▶ **Task brief**:
Use the entries below and reproduce exactly the lines from the one containing "M 520,1355 L" down to the one containing "M 522,957 L 541,967 L 606,994 L 627,1007", both of them included.

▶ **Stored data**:
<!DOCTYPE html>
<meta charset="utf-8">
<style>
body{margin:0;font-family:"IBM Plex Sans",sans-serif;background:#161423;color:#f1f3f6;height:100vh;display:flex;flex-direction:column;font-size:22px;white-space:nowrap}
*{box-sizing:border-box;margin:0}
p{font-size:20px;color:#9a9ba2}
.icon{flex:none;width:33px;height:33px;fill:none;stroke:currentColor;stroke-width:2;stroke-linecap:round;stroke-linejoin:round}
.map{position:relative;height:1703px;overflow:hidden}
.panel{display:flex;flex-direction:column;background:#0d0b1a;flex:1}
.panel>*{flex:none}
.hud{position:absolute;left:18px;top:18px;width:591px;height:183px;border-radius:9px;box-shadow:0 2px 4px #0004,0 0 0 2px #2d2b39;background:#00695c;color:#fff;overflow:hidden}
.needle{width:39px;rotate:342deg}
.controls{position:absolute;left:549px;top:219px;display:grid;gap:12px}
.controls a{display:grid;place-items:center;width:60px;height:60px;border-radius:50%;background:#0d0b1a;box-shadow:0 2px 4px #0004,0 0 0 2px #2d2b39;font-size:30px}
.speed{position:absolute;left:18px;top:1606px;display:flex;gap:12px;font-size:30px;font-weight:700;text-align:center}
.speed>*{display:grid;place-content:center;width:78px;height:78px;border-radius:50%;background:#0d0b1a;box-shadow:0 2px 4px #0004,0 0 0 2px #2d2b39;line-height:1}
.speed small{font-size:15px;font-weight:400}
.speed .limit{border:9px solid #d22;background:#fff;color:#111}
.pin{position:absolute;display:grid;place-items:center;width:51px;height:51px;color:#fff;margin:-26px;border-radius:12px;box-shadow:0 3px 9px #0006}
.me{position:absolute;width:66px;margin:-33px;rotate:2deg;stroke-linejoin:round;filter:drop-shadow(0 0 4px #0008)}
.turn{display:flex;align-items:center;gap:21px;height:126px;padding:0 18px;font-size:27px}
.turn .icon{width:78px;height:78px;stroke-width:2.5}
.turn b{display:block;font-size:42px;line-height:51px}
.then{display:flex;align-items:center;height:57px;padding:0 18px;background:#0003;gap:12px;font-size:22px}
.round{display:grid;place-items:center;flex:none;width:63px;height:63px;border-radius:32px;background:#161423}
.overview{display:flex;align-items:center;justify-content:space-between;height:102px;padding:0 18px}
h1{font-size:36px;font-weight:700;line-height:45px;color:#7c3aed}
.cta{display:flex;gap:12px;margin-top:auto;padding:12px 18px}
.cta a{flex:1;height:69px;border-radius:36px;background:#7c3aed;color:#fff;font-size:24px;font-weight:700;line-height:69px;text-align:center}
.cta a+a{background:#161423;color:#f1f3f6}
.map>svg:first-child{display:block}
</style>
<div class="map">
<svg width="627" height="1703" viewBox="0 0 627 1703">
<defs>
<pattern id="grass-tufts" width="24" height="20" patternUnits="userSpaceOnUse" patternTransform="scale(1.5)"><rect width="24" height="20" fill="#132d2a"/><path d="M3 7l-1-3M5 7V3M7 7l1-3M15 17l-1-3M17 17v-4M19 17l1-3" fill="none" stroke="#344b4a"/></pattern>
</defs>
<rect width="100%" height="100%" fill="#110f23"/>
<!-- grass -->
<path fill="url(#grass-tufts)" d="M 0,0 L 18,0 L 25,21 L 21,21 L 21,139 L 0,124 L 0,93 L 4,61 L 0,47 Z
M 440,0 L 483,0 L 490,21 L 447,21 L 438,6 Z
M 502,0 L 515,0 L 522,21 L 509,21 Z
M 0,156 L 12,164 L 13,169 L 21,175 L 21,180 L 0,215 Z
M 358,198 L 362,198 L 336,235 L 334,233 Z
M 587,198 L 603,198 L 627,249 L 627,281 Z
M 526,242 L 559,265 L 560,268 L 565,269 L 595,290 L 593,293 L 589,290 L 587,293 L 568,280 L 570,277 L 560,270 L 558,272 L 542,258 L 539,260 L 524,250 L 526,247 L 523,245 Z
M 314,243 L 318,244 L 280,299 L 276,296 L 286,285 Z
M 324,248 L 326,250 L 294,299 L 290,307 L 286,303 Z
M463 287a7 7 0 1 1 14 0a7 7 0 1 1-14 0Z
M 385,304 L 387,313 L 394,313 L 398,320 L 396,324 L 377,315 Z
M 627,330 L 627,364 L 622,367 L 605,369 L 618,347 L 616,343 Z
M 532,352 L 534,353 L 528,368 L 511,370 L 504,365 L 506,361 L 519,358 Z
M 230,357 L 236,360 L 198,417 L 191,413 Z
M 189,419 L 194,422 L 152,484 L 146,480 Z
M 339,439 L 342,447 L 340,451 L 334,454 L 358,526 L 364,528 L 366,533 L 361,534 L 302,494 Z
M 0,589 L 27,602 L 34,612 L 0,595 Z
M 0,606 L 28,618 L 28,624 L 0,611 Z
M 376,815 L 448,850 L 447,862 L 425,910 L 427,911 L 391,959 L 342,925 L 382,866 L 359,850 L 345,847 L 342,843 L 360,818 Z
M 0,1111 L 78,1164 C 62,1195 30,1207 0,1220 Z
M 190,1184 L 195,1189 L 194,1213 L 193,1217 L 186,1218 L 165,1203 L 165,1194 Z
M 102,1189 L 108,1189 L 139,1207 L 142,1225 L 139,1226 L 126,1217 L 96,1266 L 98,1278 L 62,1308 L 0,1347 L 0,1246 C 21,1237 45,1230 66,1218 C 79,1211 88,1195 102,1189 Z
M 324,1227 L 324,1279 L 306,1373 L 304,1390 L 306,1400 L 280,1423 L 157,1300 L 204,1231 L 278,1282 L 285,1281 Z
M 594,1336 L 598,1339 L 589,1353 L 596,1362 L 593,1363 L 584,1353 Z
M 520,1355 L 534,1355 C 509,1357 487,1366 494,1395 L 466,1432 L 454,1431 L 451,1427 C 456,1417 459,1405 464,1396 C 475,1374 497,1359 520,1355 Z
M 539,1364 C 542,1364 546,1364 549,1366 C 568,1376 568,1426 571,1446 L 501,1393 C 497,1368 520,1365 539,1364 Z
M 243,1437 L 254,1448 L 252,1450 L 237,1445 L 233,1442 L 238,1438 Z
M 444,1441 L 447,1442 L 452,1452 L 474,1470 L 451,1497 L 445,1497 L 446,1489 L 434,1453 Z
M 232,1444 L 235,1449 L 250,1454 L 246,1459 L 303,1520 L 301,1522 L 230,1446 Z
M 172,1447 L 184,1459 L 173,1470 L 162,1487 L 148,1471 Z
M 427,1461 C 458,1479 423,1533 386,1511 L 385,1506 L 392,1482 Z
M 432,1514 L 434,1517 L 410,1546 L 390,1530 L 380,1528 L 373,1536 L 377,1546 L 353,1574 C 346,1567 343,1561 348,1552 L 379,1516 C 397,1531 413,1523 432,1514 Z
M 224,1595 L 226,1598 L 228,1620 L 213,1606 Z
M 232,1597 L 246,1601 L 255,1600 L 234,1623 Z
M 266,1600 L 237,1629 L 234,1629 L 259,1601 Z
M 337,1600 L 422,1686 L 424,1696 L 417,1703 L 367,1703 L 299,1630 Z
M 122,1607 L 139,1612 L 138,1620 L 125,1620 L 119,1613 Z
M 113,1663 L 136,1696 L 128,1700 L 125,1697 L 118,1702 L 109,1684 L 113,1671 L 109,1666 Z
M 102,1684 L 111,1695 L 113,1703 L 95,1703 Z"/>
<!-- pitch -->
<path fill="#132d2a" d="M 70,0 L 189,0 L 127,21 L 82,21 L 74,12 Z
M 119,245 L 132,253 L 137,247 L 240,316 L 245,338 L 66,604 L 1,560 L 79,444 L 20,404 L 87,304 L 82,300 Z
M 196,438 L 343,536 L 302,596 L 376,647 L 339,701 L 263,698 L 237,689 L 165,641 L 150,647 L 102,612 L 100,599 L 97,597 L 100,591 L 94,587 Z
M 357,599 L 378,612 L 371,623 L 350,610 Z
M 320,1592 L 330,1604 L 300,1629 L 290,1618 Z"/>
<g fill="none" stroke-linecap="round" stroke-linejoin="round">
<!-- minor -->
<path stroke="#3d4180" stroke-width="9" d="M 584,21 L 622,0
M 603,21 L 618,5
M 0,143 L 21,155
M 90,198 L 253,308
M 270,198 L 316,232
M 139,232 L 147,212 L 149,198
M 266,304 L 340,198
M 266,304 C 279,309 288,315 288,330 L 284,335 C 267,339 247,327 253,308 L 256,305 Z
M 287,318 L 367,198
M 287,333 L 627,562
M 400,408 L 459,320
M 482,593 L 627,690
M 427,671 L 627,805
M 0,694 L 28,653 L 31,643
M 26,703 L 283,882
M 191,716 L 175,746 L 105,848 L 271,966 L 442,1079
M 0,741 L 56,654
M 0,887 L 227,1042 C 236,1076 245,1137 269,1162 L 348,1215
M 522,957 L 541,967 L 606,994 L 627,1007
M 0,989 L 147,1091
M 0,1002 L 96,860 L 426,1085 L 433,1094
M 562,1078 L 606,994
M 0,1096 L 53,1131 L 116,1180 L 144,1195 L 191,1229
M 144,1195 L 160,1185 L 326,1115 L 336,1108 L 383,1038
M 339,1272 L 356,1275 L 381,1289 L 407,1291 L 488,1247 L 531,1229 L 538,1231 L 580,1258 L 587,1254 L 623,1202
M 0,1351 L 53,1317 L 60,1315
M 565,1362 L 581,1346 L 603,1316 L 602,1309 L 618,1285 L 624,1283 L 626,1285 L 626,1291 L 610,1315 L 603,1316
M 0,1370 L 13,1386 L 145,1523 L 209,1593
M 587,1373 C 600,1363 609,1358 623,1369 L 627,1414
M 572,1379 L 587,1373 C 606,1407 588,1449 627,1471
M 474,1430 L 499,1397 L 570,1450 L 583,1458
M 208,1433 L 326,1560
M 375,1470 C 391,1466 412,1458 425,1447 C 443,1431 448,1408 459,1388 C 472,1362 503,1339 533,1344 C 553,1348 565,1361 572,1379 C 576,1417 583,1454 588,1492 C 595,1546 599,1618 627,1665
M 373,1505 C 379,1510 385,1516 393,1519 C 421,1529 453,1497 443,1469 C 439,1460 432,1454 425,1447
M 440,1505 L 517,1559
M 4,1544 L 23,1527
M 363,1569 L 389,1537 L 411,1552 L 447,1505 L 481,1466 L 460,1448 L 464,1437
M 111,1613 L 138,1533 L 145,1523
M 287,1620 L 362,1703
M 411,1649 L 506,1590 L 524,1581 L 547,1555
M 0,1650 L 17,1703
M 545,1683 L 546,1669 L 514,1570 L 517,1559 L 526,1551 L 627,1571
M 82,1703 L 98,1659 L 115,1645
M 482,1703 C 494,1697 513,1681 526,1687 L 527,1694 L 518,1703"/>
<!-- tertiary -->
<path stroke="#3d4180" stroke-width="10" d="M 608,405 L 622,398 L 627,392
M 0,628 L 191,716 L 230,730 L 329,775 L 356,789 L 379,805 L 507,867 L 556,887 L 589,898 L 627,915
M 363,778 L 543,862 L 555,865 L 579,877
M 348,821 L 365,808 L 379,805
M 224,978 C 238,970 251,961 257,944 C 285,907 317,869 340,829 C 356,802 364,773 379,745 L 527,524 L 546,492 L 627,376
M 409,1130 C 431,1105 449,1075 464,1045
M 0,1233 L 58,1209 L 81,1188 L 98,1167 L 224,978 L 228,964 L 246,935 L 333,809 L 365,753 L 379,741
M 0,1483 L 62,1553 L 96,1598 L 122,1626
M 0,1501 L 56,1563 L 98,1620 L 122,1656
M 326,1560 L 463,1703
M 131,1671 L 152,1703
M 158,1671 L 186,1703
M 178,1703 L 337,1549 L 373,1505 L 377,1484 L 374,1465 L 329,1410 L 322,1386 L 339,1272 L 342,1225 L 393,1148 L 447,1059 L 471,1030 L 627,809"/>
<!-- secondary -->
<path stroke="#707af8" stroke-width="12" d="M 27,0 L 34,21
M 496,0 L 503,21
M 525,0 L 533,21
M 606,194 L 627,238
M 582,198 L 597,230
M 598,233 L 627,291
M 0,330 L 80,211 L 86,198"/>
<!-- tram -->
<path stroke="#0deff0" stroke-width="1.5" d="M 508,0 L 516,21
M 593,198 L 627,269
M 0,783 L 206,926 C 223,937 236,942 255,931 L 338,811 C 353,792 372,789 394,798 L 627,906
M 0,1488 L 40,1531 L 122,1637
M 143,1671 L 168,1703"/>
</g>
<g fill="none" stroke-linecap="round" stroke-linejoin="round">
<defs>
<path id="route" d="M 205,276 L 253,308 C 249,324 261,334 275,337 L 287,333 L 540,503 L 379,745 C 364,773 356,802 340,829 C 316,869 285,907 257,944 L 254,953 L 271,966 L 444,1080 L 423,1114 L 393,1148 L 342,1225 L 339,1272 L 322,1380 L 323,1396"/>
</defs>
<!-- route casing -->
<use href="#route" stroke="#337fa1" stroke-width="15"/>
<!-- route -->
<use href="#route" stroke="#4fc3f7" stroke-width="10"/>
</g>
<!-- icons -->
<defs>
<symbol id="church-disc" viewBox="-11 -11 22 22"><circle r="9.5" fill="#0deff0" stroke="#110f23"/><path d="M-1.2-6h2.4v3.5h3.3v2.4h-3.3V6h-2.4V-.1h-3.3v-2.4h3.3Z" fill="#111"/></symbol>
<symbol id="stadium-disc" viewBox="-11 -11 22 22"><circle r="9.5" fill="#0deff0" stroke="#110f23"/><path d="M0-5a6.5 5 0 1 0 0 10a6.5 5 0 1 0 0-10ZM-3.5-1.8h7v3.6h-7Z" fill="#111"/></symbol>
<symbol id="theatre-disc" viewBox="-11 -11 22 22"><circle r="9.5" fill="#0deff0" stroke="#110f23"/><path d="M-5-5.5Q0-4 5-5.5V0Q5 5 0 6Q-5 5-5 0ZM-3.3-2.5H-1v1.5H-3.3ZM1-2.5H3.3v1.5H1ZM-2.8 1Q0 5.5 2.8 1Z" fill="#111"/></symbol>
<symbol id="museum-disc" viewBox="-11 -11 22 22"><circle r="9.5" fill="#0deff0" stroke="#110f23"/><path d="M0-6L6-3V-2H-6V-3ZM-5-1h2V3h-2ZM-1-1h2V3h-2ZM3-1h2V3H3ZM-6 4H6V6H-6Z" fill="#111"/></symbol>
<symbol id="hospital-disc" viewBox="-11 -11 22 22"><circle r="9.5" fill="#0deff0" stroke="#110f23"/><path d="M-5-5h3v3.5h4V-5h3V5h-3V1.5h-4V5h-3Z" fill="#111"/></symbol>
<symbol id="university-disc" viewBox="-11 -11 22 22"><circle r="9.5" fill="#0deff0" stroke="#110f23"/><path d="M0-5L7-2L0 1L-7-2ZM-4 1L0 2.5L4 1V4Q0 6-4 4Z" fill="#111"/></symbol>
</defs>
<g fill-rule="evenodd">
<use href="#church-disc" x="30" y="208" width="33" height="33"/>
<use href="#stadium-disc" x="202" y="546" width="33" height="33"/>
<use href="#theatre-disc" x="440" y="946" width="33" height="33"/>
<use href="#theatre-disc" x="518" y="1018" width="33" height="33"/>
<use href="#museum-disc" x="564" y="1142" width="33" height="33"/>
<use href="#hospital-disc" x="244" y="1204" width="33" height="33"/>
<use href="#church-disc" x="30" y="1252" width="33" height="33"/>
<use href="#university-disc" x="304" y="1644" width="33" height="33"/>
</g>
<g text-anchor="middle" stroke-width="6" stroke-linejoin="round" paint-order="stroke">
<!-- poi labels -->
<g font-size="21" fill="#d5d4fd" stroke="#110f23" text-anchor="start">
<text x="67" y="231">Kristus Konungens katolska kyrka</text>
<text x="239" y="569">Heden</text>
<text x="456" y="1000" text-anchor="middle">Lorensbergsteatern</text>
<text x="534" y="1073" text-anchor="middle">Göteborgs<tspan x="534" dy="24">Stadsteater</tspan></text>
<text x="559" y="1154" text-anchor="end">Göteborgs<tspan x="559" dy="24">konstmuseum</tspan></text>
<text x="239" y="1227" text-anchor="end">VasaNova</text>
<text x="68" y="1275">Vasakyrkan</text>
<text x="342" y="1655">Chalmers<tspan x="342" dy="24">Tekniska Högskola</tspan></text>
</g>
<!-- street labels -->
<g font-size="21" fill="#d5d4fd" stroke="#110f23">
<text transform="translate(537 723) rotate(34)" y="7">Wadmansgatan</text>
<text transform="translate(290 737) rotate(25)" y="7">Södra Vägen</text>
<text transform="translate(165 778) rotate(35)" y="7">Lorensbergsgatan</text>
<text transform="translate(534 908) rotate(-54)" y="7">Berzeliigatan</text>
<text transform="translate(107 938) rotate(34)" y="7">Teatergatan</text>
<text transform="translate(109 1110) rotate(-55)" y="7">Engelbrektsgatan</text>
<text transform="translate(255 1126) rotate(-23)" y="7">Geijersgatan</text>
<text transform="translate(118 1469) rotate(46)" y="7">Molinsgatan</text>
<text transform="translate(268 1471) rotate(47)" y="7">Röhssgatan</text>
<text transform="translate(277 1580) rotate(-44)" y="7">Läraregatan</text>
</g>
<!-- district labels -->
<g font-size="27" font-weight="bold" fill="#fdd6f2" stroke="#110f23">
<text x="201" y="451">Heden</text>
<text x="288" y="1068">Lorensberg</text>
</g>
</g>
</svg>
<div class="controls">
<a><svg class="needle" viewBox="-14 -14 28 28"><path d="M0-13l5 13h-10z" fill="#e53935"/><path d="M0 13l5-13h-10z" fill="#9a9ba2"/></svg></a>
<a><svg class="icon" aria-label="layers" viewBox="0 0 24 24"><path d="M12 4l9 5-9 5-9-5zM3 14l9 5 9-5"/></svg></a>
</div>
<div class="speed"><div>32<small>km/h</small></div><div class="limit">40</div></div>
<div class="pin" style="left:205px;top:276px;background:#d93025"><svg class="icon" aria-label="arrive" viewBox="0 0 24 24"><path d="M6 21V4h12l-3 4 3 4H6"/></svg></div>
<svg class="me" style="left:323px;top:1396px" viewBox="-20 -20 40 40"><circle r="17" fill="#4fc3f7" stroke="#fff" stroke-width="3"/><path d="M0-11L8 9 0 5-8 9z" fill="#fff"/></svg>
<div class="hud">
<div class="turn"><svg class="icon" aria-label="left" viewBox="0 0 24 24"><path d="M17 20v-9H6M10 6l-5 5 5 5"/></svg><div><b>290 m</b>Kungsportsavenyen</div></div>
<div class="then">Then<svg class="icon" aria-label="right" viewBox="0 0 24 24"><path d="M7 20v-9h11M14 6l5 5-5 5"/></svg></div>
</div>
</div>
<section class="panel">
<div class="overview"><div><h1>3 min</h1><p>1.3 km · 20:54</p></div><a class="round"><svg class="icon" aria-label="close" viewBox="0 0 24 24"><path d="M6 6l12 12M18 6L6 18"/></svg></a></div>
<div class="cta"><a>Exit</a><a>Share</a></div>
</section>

▶ **The completed task**:
M 520,1355 L 534,1355 C 509,1357 487,1366 494,1395 L 466,1432 L 454,1431 L 451,1427 C 456,1417 459,1405 464,1396 C 475,1374 497,1359 520,1355 Z
M 539,1364 C 542,1364 546,1364 549,1366 C 568,1376 568,1426 571,1446 L 501,1393 C 497,1368 520,1365 539,1364 Z
M 243,1437 L 254,1448 L 252,1450 L 237,1445 L 233,1442 L 238,1438 Z
M 444,1441 L 447,1442 L 452,1452 L 474,1470 L 451,1497 L 445,1497 L 446,1489 L 434,1453 Z
M 232,1444 L 235,1449 L 250,1454 L 246,1459 L 303,1520 L 301,1522 L 230,1446 Z
M 172,1447 L 184,1459 L 173,1470 L 162,1487 L 148,1471 Z
M 427,1461 C 458,1479 423,1533 386,1511 L 385,1506 L 392,1482 Z
M 432,1514 L 434,1517 L 410,1546 L 390,1530 L 380,1528 L 373,1536 L 377,1546 L 353,1574 C 346,1567 343,1561 348,1552 L 379,1516 C 397,1531 413,1523 432,1514 Z
M 224,1595 L 226,1598 L 228,1620 L 213,1606 Z
M 232,1597 L 246,1601 L 255,1600 L 234,1623 Z
M 266,1600 L 237,1629 L 234,1629 L 259,1601 Z
M 337,1600 L 422,1686 L 424,1696 L 417,1703 L 367,1703 L 299,1630 Z
M 122,1607 L 139,1612 L 138,1620 L 125,1620 L 119,1613 Z
M 113,1663 L 136,1696 L 128,1700 L 125,1697 L 118,1702 L 109,1684 L 113,1671 L 109,1666 Z
M 102,1684 L 111,1695 L 113,1703 L 95,1703 Z"/>
<!-- pitch -->
<path fill="#132d2a" d="M 70,0 L 189,0 L 127,21 L 82,21 L 74,12 Z
M 119,245 L 132,253 L 137,247 L 240,316 L 245,338 L 66,604 L 1,560 L 79,444 L 20,404 L 87,304 L 82,300 Z
M 196,438 L 343,536 L 302,596 L 376,647 L 339,701 L 263,698 L 237,689 L 165,641 L 150,647 L 102,612 L 100,599 L 97,597 L 100,591 L 94,587 Z
M 357,599 L 378,612 L 371,623 L 350,610 Z
M 320,1592 L 330,1604 L 300,1629 L 290,1618 Z"/>
<g fill="none" stroke-linecap="round" stroke-linejoin="round">
<!-- minor -->
<path stroke="#3d4180" stroke-width="9" d="M 584,21 L 622,0
M 603,21 L 618,5
M 0,143 L 21,155
M 90,198 L 253,308
M 270,198 L 316,232
M 139,232 L 147,212 L 149,198
M 266,304 L 340,198
M 266,304 C 279,309 288,315 288,330 L 284,335 C 267,339 247,327 253,308 L 256,305 Z
M 287,318 L 367,198
M 287,333 L 627,562
M 400,408 L 459,320
M 482,593 L 627,690
M 427,671 L 627,805
M 0,694 L 28,653 L 31,643
M 26,703 L 283,882
M 191,716 L 175,746 L 105,848 L 271,966 L 442,1079
M 0,741 L 56,654
M 0,887 L 227,1042 C 236,1076 245,1137 269,1162 L 348,1215
M 522,957 L 541,967 L 606,994 L 627,1007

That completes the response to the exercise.